– Еще как! Но учтите, одно ваше непродуманное действие – и невинно пострадают все ваши дети, а также внук и зять.
Григорий грустно улыбнулся.
– Все действия, что мог, я уже совершил. И потом, мною дано слово чести офицера.
Уже при въезде в дачный посёлок генерал обратил внимание на запыленный черный "мерседес", который, вынырнув из какого-то закоулка, последовал за их открытым дипломатическим "остином".
– Я тоже обратил внимание на него, – уловил Петраков любопытство Семёнова. – Водитель прекрасно знает здешние места, поскольку появляется у нас на хвосте в третий раз, непонятно куда исчезая и так же откуда-то появляясь.
– За вами, как видите, следят. Кстати, местные консульства постоянно следят друг за другом. Разведки здесь не для того, чтобы любоваться морскими пейзажами.
– Только создается впечатление, что в данном случае следят за вами, господин генерал. Подозреваю, что слежка началась с того момента, когда мы вывезли вас с поместья, поскольку у советского консульства началось открытое дежурство японской агентуры.
– Думаете, японцы не захотят выпускать меня из рук?
– Трудно сказать, что у них на уме, но одно ясно: сегодняшняя наша поездка окончательно собьет их с толку. Они и так не могут понять, почему мы до сих пор держим вас в консульстве и вообще в пределах Маньчжурии. Возможно, думают: Москва захочет оставить вас здесь, чтобы вы вместе со своими казаками добивались перехода городов Дальний и Порт-Артур под юрисдикцию России. Правда, это уже была бы головная боль не столько японцев, сколько китайцев, тем не менее…
– Послушайте, господин майор, а ведь, действительно, мои казаки могли бы немало сделать для того, чтобы помочь русскому правительству и дипломатическому корпусу, – атаман всячески старался избегать термина "советский", – в передаче этих городов, а возможно, и всего Ляодунского полуострова, России. Может, мы так и развернем нашу дальнейшую совместную работу? Как вам эта идея, а, господин майор?
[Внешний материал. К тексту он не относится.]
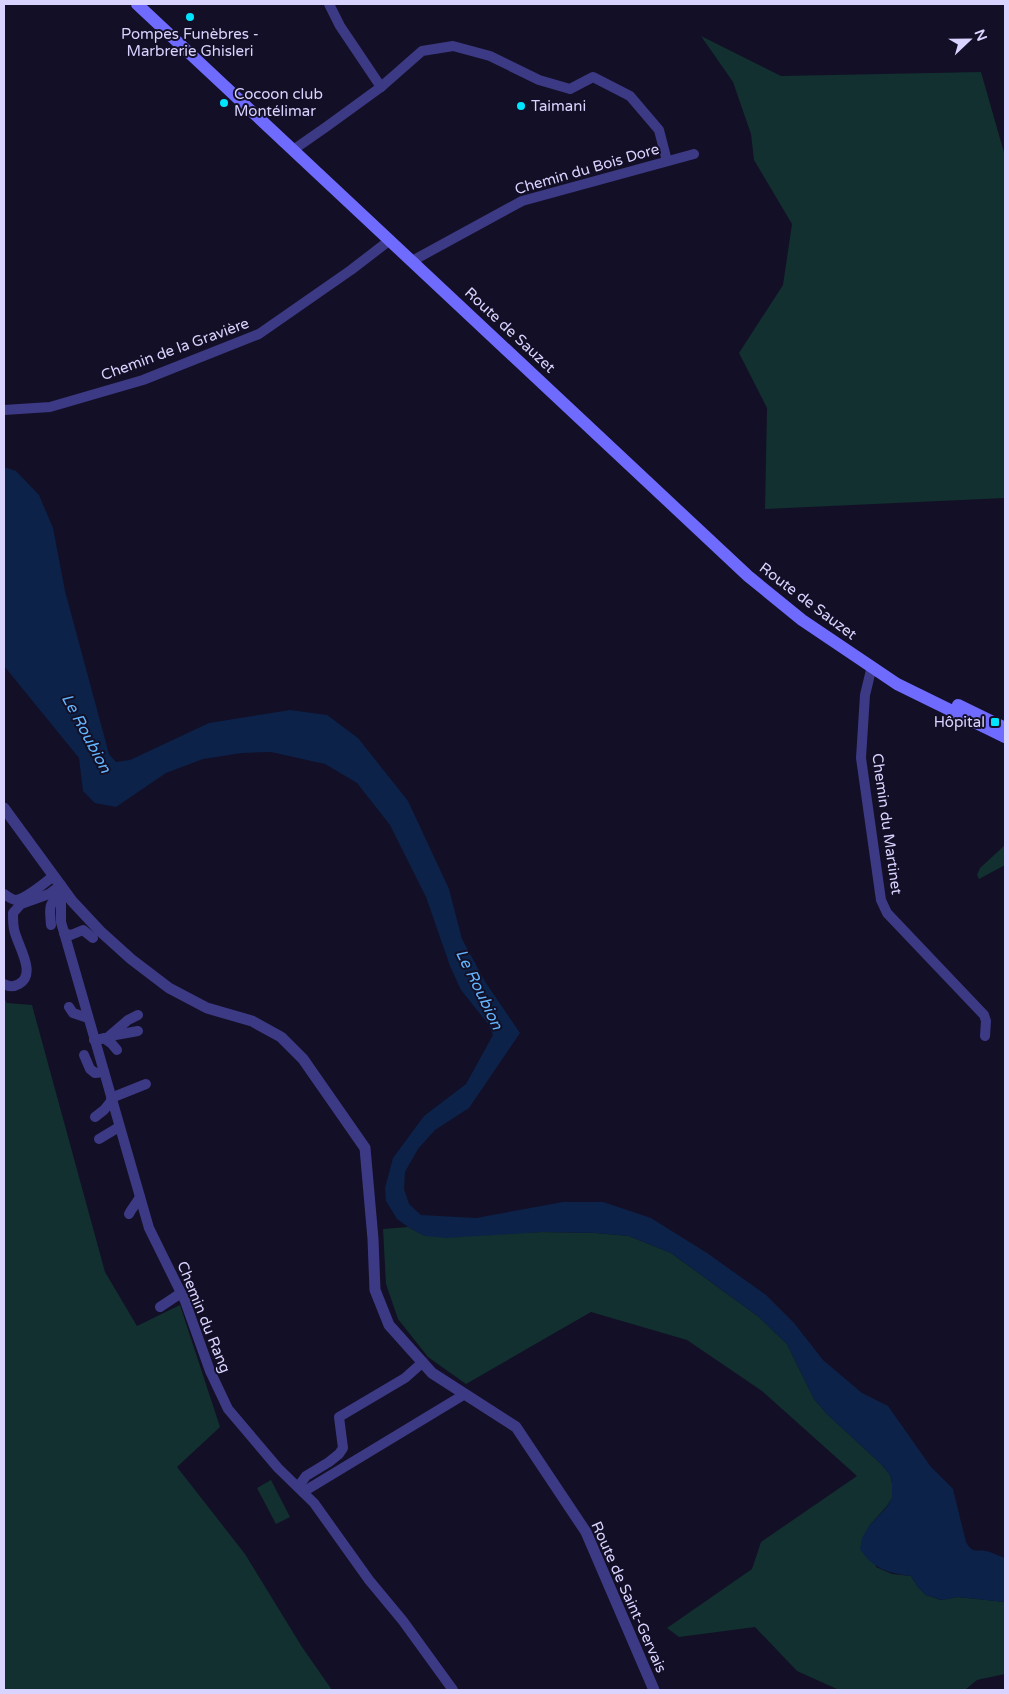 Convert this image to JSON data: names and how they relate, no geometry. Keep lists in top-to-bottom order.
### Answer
{
  "streets": {
    "main road": ["Route de Sauzet"],
    "street": [
      "Chemin du Bois Dore",
      "Chemin de la Gravière",
      "Chemin du Martinet",
      "Chemin du Rang",
      "Route de Saint-Gervais"
    ]
  },
  "crossings": [
    ["Chemin du Bois Dore", "Route de Sauzet"],
    ["Route de Sauzet", "Chemin de la Gravière"],
    ["Route de Sauzet", "Chemin du Martinet"],
    ["Chemin du Rang", "Route de Saint-Gervais"]
  ],
  "water": ["Le Roubion"],
  "places": {
    "other": ["Pompes Funèbres - Marbrerie Ghisleri", "Cocoon club Montélimar", "Taimani"],
    "transit": ["Hôpital"]
  },
  "north": "right"
} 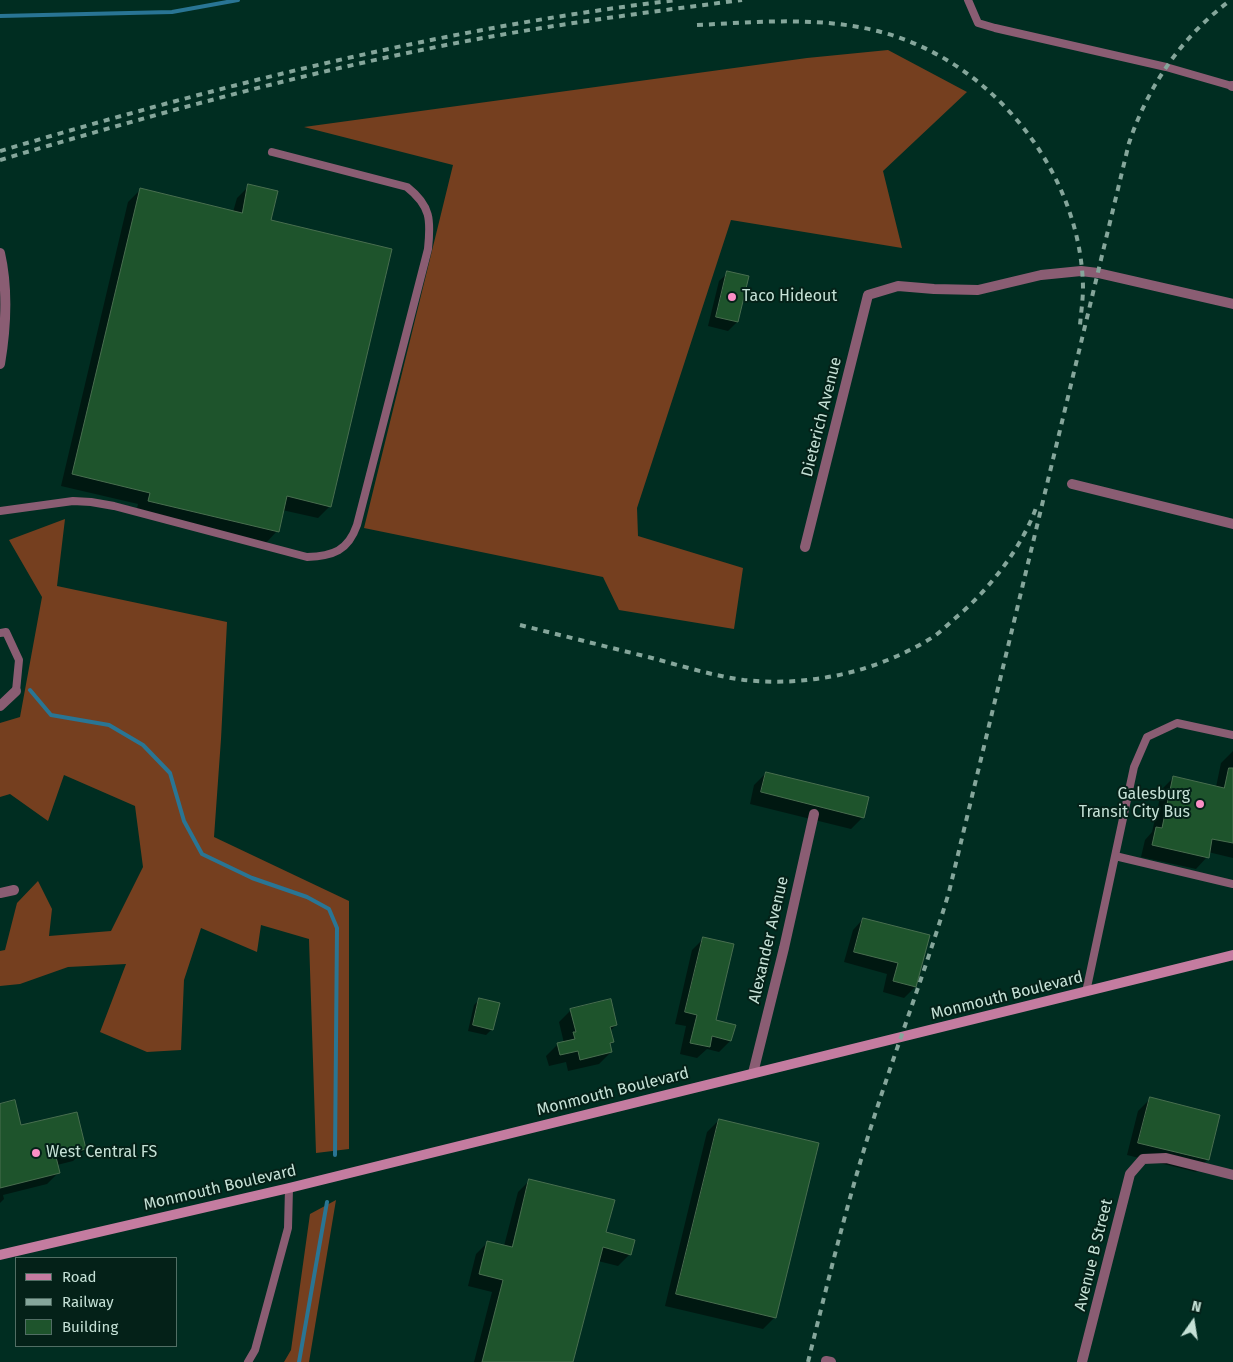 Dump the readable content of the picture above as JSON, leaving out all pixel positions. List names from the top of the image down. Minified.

Петраков приостановился на развилке, чтобы сориентироваться, куда ехать дальше, поскольку атаман так увлекся, что забыл о своих обязанностях штурмана-проводника по лабиринтам поселка.
– Лично я не против, – ответил он, определившись с направлением. – Скорее даже "за", исходя при этом из национал-патриотизма. Во всяком случае, она кажется мне более благородной, нежели идея создания государства Восточная Российская Окраина или Страны Даурии.
– Я мог бы обратиться к казакам и к гражданским белоэмигрантам; мы перебросим сюда значительную часть их и прочего люда из Харбина и других районов Маньчжурии, – как-то по-мальчишески вдохновился этой мыслью несостоявшийся правитель. – С генералами Жуковским и Бакшеевым подготовим соответствующее воззвание. И пока продлолжается капитуляция Японии с переброской остатков её армии, а здесь царит военно-политическая неразбериха, мы могли бы объявить о создании некоего русского государства в Маньчжурии, союзного советской России. Скажем, русского казачьего государства, в соболях алмазах! Как вам эта аллюрная мысль, майор?
– Вот именно, опять "аллюрная". Впрочем, лично мне она кажется куда более патриотичной, нежели ваши намерения создать Белый интернационал, который стал бы инструментом борьбы с интернационалом коммунистическим, красным.
Атаман недовольно поморщился и отчаянно повертел головой, словно пытался заглушить неуемную зубную боль.
– Ясно, мою брошюру "План мировой борьбы с большевизмом" вы изучили внимательно, – недовольно проворчал он. – Однако заметьте, что план этот я составил еще в двадцать первом году, на волне Гражданской войны и представлений тех времен.
– Вы, генерал, составили его перед своим отъездом в Париж, где лихим кавалерийским наскоком решили возглавить все мировое Белое движение и, прежде всего, созданный вами Белый интернационал.
– Точнее, тот Белый интернационал, который еще только намеревался создавать. Причем очень жалею, что не хватило для этого ни мужества, ни элементарного политического опыта. Помощника-организатора надежного под рукой не оказалось – вот в чём беда.
– Добавьте к этому еще одну деталь: в Париже вам не очень-то обрадовались: ни красные, ни белые, поэтому вы постоянно опасались террористов. Вернувшись в Шанхай, вы пополнили свои оскудевшие финансовые запасы и отправились на судне в Канаду, чтобы затем из славного города Ванкувера перебраться в США.
– …Где меня чуть было не арестовали прямо на Пенсильванском вокзале, – проворчал атаман. – Гостеприимство по-американски, в соболях-алмазах…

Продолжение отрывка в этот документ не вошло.